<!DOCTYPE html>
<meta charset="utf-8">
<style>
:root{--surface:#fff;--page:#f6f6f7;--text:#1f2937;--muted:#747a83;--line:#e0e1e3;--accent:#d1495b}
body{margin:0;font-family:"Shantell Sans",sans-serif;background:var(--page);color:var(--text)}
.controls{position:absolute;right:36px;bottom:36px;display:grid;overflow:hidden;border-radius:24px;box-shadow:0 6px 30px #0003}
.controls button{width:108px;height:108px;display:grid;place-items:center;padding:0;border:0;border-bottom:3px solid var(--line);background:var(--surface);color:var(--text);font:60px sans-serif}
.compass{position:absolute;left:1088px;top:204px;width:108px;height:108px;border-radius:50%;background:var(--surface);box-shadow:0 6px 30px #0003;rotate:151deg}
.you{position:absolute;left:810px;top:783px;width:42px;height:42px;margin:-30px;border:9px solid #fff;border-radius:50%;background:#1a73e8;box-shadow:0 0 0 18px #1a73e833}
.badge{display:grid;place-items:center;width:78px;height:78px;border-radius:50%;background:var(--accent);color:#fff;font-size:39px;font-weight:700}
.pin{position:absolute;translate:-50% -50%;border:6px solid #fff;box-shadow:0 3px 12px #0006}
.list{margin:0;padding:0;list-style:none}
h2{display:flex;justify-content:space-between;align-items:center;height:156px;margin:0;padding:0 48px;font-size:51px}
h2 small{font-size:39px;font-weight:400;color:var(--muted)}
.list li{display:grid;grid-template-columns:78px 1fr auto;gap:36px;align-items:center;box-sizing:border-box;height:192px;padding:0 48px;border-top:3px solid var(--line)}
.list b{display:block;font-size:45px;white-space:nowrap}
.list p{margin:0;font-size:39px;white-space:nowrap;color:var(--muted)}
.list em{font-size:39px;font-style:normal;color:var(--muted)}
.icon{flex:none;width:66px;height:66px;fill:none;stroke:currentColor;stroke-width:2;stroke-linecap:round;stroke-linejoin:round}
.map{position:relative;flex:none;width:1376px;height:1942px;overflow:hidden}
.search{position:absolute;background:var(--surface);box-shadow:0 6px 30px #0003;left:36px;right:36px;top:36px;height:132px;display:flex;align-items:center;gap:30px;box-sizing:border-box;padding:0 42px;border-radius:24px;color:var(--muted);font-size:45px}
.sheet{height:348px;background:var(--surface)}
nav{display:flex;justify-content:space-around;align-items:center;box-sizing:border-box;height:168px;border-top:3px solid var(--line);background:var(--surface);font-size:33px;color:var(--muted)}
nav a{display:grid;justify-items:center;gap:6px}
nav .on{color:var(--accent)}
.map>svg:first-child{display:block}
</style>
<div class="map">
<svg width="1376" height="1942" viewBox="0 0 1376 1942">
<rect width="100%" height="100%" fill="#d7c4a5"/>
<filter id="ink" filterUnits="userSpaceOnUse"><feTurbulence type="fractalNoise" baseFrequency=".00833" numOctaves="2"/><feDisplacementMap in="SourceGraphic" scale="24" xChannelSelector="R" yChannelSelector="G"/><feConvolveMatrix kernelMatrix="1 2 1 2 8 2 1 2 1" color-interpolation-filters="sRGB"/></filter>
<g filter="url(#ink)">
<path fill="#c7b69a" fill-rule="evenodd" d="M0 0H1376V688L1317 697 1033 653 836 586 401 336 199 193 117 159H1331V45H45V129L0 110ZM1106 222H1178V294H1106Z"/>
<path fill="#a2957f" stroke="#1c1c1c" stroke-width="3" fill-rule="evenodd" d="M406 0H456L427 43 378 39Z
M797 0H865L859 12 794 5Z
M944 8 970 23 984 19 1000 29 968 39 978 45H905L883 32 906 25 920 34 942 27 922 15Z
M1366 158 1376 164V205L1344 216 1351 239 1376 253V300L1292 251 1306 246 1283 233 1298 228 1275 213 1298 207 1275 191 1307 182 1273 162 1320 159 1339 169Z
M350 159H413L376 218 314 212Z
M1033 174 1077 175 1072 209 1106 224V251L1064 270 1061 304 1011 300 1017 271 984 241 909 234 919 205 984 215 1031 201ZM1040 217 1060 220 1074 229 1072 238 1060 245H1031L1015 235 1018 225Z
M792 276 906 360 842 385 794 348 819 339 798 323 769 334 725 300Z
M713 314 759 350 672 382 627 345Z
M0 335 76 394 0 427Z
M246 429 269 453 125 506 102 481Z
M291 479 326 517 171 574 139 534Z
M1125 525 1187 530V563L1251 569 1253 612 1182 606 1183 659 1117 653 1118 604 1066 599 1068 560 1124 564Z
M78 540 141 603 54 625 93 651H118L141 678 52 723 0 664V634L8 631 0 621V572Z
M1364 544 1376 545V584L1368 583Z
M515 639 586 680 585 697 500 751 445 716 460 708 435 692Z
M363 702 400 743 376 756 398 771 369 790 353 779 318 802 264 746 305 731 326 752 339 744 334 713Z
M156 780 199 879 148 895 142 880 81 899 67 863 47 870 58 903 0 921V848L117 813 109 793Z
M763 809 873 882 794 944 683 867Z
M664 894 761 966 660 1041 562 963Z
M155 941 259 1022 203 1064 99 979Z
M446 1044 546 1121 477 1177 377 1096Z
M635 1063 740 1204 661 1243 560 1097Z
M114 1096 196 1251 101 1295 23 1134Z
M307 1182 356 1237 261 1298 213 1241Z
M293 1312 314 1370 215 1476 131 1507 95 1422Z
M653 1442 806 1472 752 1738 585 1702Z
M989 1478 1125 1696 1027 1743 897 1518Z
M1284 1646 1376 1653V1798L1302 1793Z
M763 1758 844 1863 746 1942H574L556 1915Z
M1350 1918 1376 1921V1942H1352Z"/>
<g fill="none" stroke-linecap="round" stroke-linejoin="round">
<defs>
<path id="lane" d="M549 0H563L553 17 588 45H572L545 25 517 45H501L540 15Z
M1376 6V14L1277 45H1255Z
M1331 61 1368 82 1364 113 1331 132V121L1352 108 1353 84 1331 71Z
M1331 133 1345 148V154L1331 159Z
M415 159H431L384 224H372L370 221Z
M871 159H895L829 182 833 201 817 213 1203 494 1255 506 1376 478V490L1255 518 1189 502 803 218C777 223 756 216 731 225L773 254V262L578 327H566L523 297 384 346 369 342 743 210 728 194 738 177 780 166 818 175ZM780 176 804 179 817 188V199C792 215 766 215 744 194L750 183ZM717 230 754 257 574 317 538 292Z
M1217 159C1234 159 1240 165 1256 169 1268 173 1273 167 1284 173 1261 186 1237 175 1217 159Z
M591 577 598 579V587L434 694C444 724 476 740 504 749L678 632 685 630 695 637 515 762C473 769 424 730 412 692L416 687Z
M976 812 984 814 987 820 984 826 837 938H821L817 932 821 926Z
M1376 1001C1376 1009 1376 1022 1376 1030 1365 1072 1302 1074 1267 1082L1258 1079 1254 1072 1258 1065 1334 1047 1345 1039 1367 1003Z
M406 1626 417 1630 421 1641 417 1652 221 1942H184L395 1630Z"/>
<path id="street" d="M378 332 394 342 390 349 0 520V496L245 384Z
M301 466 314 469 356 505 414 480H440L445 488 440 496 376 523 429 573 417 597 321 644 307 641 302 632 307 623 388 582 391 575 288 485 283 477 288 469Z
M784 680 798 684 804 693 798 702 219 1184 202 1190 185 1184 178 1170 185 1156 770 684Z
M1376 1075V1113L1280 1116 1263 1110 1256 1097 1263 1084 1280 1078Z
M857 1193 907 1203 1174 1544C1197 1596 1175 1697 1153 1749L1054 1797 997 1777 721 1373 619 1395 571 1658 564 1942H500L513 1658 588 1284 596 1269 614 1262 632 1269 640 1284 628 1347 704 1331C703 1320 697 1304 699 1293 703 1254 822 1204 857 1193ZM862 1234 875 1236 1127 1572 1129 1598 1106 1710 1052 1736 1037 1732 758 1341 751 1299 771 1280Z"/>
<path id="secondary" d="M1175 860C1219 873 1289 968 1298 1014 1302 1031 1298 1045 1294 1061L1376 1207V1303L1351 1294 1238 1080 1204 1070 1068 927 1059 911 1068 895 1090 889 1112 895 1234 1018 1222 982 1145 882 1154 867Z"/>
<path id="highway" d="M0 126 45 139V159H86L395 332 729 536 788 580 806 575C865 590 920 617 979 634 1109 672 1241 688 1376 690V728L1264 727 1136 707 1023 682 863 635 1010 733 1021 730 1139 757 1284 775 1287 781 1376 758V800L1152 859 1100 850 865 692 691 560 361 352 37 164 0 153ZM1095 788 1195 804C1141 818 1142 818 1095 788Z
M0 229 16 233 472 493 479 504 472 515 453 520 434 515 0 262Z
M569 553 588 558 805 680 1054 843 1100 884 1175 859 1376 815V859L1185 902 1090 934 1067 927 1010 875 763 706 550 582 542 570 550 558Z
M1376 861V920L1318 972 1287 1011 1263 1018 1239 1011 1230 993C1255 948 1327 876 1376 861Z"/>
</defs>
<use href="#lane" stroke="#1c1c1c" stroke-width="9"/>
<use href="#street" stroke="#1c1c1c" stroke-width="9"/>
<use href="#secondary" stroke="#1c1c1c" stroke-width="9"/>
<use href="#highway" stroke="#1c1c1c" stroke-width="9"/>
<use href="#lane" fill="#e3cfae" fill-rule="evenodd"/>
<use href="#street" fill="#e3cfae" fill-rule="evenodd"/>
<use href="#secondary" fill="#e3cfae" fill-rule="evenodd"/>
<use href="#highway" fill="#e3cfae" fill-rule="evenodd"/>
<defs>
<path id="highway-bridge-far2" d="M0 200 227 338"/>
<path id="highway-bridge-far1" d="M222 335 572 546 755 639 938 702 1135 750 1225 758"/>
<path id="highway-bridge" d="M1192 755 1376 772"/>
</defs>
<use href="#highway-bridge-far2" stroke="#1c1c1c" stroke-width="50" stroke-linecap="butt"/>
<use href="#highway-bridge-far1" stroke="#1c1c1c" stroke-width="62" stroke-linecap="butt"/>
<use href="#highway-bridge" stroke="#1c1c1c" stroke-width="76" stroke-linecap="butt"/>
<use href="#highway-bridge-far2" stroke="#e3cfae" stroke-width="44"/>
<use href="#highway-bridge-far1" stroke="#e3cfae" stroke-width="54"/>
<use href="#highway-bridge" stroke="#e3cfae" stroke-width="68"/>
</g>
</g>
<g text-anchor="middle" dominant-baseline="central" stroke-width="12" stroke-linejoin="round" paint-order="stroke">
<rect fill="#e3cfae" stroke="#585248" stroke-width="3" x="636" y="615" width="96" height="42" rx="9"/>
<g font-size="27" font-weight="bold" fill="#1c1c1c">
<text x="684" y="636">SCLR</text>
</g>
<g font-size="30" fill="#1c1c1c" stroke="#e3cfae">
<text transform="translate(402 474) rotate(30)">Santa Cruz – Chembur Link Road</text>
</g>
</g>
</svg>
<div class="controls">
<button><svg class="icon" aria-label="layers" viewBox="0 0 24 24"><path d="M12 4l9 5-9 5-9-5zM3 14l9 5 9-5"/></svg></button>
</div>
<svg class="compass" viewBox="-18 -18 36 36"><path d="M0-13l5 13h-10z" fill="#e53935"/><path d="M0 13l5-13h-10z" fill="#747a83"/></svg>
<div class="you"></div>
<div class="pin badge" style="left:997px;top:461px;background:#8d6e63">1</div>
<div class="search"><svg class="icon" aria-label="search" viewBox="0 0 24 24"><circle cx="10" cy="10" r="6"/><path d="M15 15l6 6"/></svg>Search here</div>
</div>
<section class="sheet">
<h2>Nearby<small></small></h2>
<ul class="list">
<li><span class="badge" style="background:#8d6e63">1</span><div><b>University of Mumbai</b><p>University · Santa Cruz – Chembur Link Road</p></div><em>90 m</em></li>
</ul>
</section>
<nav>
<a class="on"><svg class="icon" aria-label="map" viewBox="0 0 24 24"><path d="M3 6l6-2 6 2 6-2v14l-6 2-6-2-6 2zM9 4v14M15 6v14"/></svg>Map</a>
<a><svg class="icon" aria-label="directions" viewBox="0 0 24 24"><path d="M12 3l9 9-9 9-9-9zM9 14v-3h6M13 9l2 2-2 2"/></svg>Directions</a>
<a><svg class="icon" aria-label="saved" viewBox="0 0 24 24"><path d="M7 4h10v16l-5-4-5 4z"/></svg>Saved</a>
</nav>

---------------

_Assignment_. Where does the string "button" appear in the records above? Return every line that holds it.

_The completed task_.
.controls button{width:108px;height:108px;display:grid;place-items:center;padding:0;border:0;border-bottom:3px solid var(--line);background:var(--surface);color:var(--text);font:60px sans-serif}
<button><svg class="icon" aria-label="layers" viewBox="0 0 24 24"><path d="M12 4l9 5-9 5-9-5zM3 14l9 5 9-5"/></svg></button>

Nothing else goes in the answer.